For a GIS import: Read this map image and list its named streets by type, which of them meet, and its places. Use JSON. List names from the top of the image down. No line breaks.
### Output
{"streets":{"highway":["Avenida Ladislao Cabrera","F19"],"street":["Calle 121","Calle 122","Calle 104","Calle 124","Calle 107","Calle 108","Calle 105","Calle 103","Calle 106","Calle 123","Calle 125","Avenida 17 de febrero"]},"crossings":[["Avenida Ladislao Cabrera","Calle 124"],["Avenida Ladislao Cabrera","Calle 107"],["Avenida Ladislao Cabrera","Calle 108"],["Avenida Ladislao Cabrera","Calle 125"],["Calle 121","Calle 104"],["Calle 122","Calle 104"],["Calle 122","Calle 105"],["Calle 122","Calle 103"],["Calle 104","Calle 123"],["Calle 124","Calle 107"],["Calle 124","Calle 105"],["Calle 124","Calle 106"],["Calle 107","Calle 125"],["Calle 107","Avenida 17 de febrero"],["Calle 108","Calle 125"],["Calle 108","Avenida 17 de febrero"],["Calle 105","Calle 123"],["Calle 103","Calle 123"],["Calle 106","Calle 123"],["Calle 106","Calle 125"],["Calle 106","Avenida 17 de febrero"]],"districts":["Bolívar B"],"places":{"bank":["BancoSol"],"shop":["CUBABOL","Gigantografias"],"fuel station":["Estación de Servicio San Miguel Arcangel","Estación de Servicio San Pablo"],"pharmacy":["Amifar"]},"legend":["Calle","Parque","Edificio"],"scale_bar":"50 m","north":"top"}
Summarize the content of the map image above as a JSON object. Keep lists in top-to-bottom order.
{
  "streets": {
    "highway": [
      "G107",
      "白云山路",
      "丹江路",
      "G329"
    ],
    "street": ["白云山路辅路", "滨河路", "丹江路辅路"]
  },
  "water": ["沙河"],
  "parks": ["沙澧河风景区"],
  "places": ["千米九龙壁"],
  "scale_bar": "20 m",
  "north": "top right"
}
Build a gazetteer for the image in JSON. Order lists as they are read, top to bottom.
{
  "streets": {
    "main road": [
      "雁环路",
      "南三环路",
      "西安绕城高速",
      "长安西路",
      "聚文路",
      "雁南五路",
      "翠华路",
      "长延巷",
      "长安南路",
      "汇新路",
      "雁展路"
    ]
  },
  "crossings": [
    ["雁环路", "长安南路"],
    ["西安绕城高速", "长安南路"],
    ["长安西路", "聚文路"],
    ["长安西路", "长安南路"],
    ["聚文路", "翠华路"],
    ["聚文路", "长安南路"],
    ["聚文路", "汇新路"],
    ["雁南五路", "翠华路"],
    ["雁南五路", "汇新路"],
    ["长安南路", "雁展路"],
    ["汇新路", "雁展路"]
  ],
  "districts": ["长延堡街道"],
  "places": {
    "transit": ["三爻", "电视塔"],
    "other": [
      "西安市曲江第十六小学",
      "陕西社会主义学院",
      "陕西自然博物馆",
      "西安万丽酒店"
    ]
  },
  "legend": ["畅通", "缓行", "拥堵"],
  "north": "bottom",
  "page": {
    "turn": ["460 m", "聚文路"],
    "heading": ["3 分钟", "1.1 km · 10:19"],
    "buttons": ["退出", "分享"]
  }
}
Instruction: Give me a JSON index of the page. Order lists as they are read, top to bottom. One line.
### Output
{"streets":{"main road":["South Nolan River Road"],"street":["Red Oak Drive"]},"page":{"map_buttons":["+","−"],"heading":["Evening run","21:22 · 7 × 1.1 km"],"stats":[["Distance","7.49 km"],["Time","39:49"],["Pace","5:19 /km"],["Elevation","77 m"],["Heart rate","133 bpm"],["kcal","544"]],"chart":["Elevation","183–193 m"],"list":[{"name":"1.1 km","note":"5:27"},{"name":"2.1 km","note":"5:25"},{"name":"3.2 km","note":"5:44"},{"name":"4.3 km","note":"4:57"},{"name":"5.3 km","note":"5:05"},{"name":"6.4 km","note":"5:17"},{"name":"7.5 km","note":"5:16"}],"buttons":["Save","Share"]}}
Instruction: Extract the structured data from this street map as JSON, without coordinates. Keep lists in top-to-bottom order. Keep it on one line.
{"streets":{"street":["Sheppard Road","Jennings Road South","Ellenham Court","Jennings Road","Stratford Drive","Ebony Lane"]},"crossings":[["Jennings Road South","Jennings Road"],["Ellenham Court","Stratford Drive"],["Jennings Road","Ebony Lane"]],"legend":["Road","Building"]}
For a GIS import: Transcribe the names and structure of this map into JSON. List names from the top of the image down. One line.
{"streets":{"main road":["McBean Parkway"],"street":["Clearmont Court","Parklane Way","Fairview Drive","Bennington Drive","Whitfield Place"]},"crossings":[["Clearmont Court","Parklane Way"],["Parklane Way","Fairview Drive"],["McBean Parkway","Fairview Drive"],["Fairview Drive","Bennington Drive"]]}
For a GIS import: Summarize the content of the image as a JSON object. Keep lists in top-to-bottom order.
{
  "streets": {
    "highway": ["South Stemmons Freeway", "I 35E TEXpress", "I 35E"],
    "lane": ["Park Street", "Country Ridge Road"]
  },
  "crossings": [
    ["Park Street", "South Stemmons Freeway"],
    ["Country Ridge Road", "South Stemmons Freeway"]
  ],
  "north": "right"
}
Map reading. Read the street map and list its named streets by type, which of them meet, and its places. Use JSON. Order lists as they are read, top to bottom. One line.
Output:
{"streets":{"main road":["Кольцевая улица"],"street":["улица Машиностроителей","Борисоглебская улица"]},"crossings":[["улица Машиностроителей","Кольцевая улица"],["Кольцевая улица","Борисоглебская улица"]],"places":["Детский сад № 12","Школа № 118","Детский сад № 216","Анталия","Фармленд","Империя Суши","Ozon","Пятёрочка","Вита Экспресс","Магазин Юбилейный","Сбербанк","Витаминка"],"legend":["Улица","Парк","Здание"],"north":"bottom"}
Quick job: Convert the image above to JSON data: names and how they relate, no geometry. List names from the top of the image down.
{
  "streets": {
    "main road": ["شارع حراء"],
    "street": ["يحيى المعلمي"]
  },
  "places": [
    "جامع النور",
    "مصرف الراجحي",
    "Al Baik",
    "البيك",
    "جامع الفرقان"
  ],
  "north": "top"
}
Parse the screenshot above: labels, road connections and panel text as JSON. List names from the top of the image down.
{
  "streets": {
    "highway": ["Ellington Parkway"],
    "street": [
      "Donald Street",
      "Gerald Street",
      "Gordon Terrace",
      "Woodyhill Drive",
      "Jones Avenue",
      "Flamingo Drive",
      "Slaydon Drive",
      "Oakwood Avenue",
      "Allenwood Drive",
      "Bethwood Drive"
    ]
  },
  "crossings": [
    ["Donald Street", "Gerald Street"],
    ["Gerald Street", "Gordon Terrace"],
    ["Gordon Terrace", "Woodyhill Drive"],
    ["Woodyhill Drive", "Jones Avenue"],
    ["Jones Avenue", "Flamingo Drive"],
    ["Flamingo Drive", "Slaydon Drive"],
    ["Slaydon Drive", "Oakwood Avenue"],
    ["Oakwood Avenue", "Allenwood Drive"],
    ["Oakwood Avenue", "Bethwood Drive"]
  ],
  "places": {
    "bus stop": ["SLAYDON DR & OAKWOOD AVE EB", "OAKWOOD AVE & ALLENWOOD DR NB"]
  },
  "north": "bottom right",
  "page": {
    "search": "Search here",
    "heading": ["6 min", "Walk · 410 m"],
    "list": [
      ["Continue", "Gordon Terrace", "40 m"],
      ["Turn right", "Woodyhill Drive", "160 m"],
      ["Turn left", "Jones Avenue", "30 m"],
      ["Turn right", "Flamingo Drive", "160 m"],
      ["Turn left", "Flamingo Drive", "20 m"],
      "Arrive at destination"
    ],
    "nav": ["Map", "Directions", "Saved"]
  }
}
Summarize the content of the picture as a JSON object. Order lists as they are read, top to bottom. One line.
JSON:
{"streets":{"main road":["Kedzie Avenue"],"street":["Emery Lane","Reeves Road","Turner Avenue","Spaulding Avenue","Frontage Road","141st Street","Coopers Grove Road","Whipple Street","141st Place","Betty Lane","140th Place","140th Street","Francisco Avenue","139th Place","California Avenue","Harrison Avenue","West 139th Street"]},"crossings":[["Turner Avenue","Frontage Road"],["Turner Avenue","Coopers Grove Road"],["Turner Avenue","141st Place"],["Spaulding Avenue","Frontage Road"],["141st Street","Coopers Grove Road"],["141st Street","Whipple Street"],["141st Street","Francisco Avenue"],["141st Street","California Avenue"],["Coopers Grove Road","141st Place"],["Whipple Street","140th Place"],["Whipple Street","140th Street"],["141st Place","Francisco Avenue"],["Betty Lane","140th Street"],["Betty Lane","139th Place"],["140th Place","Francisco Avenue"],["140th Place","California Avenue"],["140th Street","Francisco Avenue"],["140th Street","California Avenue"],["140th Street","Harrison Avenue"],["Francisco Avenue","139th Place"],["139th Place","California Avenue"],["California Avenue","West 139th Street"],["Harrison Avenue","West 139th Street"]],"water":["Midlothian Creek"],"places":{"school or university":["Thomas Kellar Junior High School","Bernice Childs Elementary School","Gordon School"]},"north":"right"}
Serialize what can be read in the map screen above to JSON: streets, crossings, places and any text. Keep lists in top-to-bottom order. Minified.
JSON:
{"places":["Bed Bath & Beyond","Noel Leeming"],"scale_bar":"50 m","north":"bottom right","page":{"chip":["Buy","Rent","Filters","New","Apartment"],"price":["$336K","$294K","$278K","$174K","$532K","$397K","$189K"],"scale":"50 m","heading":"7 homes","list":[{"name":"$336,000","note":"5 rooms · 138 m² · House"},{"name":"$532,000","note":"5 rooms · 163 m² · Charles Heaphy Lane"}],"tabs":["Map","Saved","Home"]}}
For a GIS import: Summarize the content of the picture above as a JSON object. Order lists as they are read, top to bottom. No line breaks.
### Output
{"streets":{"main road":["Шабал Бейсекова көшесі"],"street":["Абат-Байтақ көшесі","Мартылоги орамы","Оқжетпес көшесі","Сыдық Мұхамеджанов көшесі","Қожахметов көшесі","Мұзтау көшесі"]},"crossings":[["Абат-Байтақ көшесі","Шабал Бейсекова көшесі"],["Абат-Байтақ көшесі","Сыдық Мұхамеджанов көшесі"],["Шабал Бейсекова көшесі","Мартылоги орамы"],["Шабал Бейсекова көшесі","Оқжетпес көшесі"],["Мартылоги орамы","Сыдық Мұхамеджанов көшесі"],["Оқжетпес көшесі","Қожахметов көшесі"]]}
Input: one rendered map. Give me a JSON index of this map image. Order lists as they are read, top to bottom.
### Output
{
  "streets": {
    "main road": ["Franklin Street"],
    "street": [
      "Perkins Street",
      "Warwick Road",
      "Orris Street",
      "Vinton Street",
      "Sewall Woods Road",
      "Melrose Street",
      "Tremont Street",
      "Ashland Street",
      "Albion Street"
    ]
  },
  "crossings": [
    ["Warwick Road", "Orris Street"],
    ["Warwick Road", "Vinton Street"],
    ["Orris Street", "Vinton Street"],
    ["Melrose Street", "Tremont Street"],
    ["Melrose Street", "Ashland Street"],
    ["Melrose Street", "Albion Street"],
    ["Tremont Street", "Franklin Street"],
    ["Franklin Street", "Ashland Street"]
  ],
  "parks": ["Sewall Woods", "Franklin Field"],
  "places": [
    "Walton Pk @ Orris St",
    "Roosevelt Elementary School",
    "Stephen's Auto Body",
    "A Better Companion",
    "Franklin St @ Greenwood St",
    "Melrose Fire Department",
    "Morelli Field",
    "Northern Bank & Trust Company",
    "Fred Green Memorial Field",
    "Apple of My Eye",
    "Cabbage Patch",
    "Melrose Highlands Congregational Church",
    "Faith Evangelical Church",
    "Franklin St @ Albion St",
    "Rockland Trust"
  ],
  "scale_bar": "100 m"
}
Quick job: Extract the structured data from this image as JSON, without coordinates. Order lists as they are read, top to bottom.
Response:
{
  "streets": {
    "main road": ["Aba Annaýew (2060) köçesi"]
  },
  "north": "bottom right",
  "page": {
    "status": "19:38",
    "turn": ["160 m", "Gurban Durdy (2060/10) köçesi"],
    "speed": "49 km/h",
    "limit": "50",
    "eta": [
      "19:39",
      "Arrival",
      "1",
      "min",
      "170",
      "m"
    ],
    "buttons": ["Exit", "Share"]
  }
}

★ ★ ★ ★

## [TASK GOAL]
Which lines of the records hold the string "breaks"? Copy each one.

## [RESPONSE TO THE EXERCISE]
For a GIS import: Read this map image and list its named streets by type, which of them meet, and its places. Use JSON. List names from the top of the image down. No line breaks.
For a GIS import: Summarize the content of the picture above as a JSON object. Order lists as they are read, top to bottom. No line breaks.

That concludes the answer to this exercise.